Aghbashlo compared the different exergy analysis methods used to model the efficiency of a wind farm in Iran and propose an accurate approach to assess a wind power plant under different conditions [24]. Ahmadi conducted an exergetic analysis on a vertical-axis wind turbine [25]. He modeled the entropy generation, and observed by increasing the entropy generation in the system that the output power produced by wind turbine drops dramatically. Baskut evaluated the impacts of meteorological parameters namely temperature, pressure differences, and humidity on the exergy efficiency of a wind site in Turkey [26].

In these cases, the results of the experimental data were used to model the wind turbines based on the second law of thermodynamics. But it should be mentioned that measuring the wind speed behind the rotor plan is very important to calculate the exergy flow in research, which is mostly calculated based on the kinetic energy changes; however, it is clear that wake production and irreversibility behind the wind turbine affect the kinetic energy of the system. Therefore, using aerodynamic modeling can be a good way to model the wind turbine and calculate the wind speed in different zones. Pope uses the CFD simulation method to model 4 different wind turbines in different conditions [27]. He modeled two vertical-axis wind turbines and two horizontal-axis wind turbines and used different methods to measure the wind speed behind the wind turbines in order to show how much calculating the wind speed behind the wind turbine can affect the calculations. However, there is no experimental data for this research to validate the calculated results. Khanjari employed the blade element momentum (BEM) method to model the MEXICO wind turbine and study the effect of the yaw changes and roughness intensity [28, 29]. He demonstrated that the BEM theory is a trustable method to model a wind turbine to calculate exergy parameters. It was concluded that increasing the roughness intensity and the yaw angle will decrease the power production and the exergy efficiency dramatically. Moreover, it was shown that the effect of the pressure changes, temperature, and humidity of wind flow at the wind speed of 24 m s−1 on the exergy efficiency of the wind turbine but these effects were not fully studied in different wind speeds and pitch angles to show the effect of every single parameter on the wind turbine’s performance.

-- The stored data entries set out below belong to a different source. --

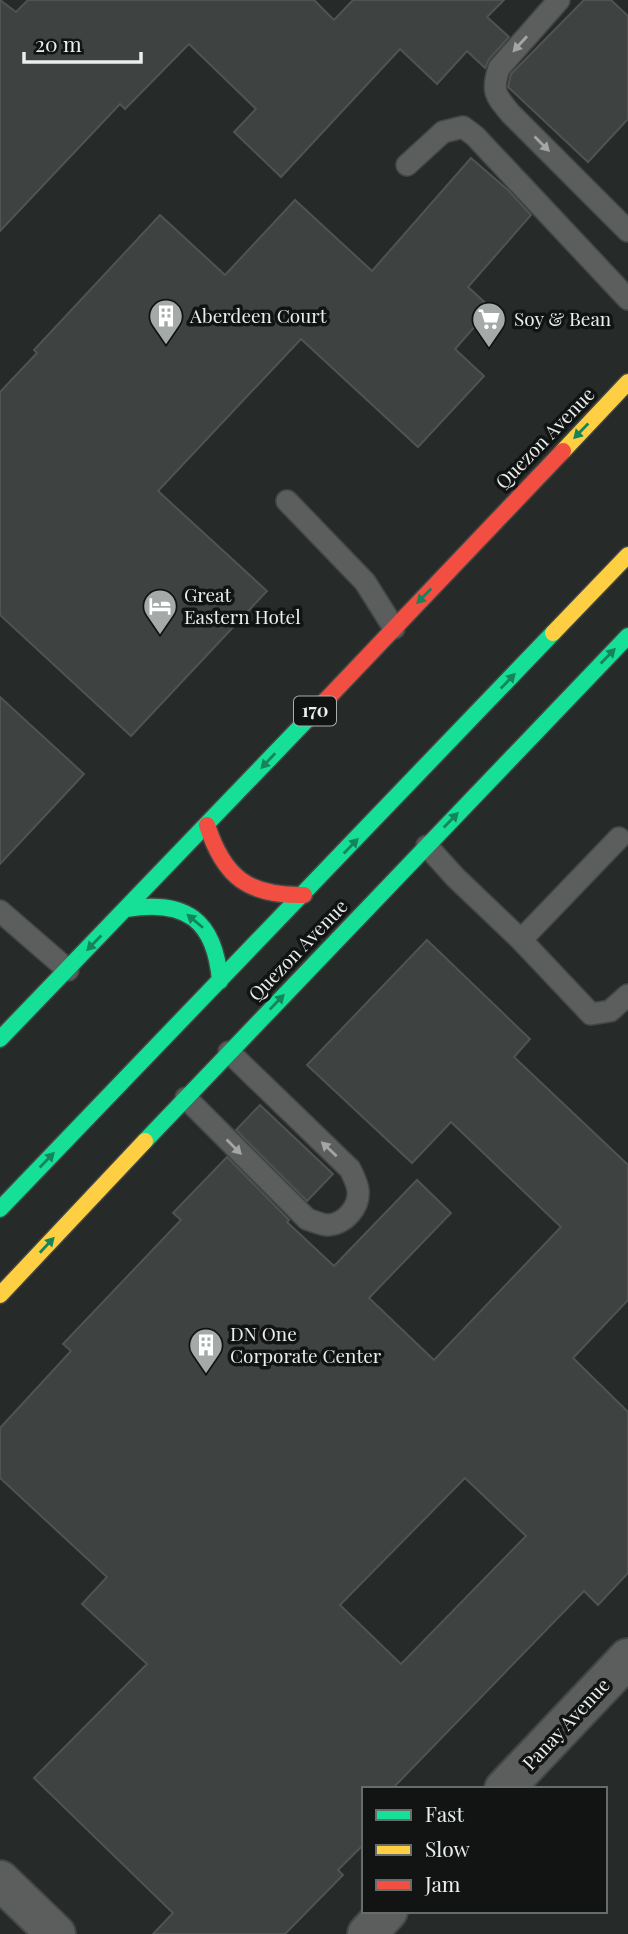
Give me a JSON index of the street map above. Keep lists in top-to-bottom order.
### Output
{
  "streets": {
    "main road": ["Quezon Avenue", "170"],
    "street": ["Panay Avenue"]
  },
  "places": {
    "building": ["Aberdeen Court", "DN One Corporate Center"],
    "supermarket": ["Soy & Bean"],
    "hotel": ["Great Eastern Hotel"]
  },
  "legend": ["Fast", "Slow", "Jam"],
  "scale_bar": "20 m"
}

In all cases, it was shown that the wind speed has had a significant effect on the exergy efficiency compared to the other metrological variables. But it was not shown the effect of each parameter on the exergy efficiency as a comprehensive study. On the other hands, they showed the effects of the metrological parameters in a constant wind speed and pitch angle, which will not give a clear understanding about these parameters.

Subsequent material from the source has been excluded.